6. Metodo di analisi e di presentazione dei risultati
Per l’analisi delle interviste e dei focus group è stato scelto il metodo dell’analisi tematica, in linea con i principi della Grounded Theory (Glaser & Strauss, 1967). La scelta di questo metodo è stata valutata come coerente con lo scopo esplorativo dello studio e con l’idea di generare quadri teorici mantenendo un buon livello di coerenza e di fedeltà rispetto agli interventi dei partecipanti. L’obiettivo è stato quello di elaborare un quadro di riferimento teorico in cui potessero emergere le narrazioni prevalenti nella popolazione indagata.
6.1 Fasi di analisi
L’analisi delle interviste e dei focus group è stata realizzata riadattando le sei fasi descritte da Braun e Clarke (2006) per l’analisi tematica. L’analisi dei dati è stata realizzata nelle seguenti quattro fasi:
1) Raccolta e organizzazione dei dati: in prima istanza, si è proceduto ad un ascolto attento e focalizzato delle registrazioni per delineare i contenuti principali delle interviste, al fine di comprendere, in un primo momento, i contenuti salienti e i significati più rilevanti elaborati dai partecipanti. Dopo una prima valutazione di quanto emerso, in questa fase sono state trascritte le risposte di ogni singolo partecipante all’interno di tabelle di codifica specificamente realizzate per l’analisi. All’interno delle tabelle è stato riportato il verbatim delle risposte dei singoli partecipanti più pertinenti al fine di cogliere il senso generale della loro risposta. Ogni verbatim è stato collocato all’interno di un quadrante della tabella corrispondente alla domanda a cui faceva riferimento. In questo modo, è stato possibile associare il testo della risposta data da ogni partecipante a una specifica domanda dell’intervista. Questo metodo è stato scelto per permettere un primo confronto tra le risposte prodotte dai partecipanti in modo da agevolare l’elaborazione teorica nelle successive fasi di analisi (in particolare nella terza fase). Per la realizzazione delle tabelle di codifica sono stati usati software di calcolo e di composizione testuale del pacchetto Microsoft Office (Excel e Word). Sono state costruite tre tabelle: una per le interviste individuali, una per i focus group e una riassuntiva dei contenuti delle PEG.
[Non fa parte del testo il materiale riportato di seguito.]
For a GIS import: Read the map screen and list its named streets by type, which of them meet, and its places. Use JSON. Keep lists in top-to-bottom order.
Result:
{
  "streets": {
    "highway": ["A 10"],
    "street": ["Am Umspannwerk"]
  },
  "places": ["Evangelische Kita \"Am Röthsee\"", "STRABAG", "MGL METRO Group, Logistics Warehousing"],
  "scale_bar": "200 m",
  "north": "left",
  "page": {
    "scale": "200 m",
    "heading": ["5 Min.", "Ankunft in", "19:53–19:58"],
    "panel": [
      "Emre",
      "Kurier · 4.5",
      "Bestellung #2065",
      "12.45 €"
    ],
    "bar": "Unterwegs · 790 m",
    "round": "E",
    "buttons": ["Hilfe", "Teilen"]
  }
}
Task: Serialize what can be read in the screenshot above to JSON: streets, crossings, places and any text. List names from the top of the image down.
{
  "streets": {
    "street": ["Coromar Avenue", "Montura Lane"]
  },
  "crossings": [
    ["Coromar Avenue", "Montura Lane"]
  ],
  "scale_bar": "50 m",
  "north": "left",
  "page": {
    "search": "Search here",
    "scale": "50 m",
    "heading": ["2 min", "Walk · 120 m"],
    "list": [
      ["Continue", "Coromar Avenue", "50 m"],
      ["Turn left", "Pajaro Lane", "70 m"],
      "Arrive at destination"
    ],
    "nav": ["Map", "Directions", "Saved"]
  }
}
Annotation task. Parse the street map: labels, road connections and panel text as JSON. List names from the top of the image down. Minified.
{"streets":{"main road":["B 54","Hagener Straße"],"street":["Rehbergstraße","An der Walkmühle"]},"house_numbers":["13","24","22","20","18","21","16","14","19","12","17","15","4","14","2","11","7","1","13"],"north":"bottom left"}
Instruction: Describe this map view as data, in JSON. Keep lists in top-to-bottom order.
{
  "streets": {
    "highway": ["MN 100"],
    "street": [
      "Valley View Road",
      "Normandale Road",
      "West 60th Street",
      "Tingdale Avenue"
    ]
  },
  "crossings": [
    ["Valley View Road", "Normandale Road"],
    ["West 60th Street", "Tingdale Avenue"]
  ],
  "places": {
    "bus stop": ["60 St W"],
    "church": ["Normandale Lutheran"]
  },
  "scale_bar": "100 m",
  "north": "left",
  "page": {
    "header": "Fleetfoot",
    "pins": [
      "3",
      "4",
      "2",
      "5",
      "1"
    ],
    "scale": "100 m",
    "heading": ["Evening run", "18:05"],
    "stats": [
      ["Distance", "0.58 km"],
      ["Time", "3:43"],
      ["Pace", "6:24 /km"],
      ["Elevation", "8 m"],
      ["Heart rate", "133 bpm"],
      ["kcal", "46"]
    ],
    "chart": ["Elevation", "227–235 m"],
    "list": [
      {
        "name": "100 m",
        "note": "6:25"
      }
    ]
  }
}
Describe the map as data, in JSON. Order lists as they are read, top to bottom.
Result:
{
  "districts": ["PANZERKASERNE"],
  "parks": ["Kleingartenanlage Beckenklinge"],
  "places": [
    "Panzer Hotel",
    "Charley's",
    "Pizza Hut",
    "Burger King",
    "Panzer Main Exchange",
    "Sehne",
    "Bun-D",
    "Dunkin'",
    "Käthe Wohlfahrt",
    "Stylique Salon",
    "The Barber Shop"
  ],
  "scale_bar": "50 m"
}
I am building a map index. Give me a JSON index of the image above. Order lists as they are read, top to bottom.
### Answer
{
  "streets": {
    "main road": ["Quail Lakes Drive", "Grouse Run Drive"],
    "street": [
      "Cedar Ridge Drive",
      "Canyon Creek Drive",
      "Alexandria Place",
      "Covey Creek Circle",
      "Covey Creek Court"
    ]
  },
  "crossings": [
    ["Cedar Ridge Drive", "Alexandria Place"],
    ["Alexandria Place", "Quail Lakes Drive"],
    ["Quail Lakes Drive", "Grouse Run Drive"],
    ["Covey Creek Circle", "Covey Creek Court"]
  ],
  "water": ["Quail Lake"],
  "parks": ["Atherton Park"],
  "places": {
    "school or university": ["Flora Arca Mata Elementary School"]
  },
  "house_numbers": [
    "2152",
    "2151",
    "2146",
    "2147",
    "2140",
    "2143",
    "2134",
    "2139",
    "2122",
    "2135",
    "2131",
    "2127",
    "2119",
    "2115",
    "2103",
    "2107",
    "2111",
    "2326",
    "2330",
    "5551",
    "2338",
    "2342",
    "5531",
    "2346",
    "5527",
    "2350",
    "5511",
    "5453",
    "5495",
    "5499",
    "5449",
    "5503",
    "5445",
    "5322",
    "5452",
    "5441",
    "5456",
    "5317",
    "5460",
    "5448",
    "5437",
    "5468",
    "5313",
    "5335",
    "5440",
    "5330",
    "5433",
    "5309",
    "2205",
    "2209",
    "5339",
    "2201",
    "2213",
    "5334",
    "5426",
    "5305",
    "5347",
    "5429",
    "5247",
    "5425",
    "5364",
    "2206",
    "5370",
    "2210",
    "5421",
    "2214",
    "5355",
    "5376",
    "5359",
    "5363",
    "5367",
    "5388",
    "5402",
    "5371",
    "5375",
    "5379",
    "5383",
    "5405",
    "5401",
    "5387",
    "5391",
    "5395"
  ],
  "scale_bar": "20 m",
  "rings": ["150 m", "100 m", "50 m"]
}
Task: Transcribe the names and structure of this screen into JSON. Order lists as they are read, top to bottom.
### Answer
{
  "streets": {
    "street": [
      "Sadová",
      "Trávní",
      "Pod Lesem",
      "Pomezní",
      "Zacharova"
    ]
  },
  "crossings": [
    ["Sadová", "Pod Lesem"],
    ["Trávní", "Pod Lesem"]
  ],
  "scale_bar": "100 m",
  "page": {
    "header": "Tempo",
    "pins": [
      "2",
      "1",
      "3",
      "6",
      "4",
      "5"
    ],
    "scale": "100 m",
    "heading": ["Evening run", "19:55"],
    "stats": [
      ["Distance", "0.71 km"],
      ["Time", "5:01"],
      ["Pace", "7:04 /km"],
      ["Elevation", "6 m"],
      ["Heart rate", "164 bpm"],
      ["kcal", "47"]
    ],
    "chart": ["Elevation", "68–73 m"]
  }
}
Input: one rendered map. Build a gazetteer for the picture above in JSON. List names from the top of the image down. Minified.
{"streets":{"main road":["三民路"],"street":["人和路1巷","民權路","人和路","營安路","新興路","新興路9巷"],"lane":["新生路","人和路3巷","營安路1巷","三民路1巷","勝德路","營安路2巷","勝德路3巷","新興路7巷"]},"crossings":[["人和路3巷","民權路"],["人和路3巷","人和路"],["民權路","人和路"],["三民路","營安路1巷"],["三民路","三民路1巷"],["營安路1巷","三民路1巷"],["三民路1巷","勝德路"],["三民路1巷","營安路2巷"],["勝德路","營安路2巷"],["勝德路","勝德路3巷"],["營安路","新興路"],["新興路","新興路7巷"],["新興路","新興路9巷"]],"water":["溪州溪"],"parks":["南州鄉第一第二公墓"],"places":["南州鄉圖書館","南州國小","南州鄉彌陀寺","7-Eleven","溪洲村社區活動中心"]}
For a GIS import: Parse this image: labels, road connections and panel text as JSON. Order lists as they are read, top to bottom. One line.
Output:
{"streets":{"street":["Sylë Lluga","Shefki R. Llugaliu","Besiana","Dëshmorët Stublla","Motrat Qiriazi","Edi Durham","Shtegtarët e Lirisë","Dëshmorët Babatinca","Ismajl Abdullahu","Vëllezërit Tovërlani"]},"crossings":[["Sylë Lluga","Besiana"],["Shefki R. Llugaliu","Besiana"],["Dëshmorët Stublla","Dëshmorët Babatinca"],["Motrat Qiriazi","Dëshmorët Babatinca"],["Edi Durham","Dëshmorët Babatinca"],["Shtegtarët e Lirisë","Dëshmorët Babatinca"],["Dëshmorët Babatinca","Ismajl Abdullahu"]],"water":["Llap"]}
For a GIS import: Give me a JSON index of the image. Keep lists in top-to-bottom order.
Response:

2) Analisi comparativa, identificazione e mappatura dei costrutti: una volta realizzate le tre tabelle, si è passati ad una fase di rielaborazione teorica iniziale delle risposte dei partecipanti all’intervista. Per questo momento della fase di analisi si è proceduto a una riformulazione di ogni singolo intervento attraverso l’identificazione di un costrutto attraverso cui fosse possibile riassumere il senso della risposta del partecipante. Per individuare i termini che avrebbero costituito i poli del costrutto sono stati utilizzati due criteri: l’utilizzo di termini riportati direttamente dai partecipanti nel corso dell’intervista e la scelta di termini che meglio potessero rappresentare il senso dell’elaborazione personale complessiva elaborata dal partecipante rispetto allo specifico momento dell’intervista. Oltre alla definizione dei poli, ogni costrutto è stato associato a un codice identificativo in modo da poter riconnettere i costrutti così rielaborati al singolo partecipante che ha prodotto il corrispettivo intervento. Queste operazioni hanno consentito di mappare i costrutti rispetto alla struttura delle domande e una valutazione dei risultati emersi in modo trasversale tra i partecipanti.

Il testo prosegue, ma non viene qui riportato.